WHAT THE TASK ASKS
At the line containing "I am building", start repeating the entries exactly, and continue through the last line.

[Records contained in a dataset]
++++++++++++++++++++

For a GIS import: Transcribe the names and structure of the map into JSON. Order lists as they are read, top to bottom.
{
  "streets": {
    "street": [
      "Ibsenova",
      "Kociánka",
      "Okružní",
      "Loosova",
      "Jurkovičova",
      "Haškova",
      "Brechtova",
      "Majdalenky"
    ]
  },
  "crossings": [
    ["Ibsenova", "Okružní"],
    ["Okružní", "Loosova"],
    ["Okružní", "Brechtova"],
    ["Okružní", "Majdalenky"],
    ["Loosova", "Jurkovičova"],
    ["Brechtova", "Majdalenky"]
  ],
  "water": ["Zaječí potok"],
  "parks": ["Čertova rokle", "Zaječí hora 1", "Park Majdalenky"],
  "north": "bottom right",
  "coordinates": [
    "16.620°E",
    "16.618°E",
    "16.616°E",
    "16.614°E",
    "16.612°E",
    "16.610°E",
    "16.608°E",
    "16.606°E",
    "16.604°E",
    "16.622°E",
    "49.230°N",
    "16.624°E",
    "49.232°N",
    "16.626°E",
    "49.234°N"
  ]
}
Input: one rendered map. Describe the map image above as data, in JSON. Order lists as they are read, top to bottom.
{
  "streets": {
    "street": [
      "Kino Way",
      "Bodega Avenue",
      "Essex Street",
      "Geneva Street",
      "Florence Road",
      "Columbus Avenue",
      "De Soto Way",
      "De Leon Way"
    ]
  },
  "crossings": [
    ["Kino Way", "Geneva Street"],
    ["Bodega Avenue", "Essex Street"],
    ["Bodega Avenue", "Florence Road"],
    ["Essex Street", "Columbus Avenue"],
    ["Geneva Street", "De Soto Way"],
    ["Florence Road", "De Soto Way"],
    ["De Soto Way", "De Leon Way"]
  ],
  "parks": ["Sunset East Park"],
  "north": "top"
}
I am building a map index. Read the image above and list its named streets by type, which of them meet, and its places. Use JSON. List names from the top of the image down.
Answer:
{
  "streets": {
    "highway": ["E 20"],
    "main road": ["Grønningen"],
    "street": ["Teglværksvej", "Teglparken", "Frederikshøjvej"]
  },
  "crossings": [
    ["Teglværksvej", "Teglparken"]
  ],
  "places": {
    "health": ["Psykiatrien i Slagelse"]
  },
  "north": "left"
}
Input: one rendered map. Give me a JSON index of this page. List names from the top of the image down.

++++++++++++++++++++

EXERCISE OUTPUT
I am building a map index. Read the image above and list its named streets by type, which of them meet, and its places. Use JSON. List names from the top of the image down.
Answer:
{
  "streets": {
    "highway": ["E 20"],
    "main road": ["Grønningen"],
    "street": ["Teglværksvej", "Teglparken", "Frederikshøjvej"]
  },
  "crossings": [
    ["Teglværksvej", "Teglparken"]
  ],
  "places": {
    "health": ["Psykiatrien i Slagelse"]
  },
  "north": "left"
}
Input: one rendered map. Give me a JSON index of this page. List names from the top of the image down.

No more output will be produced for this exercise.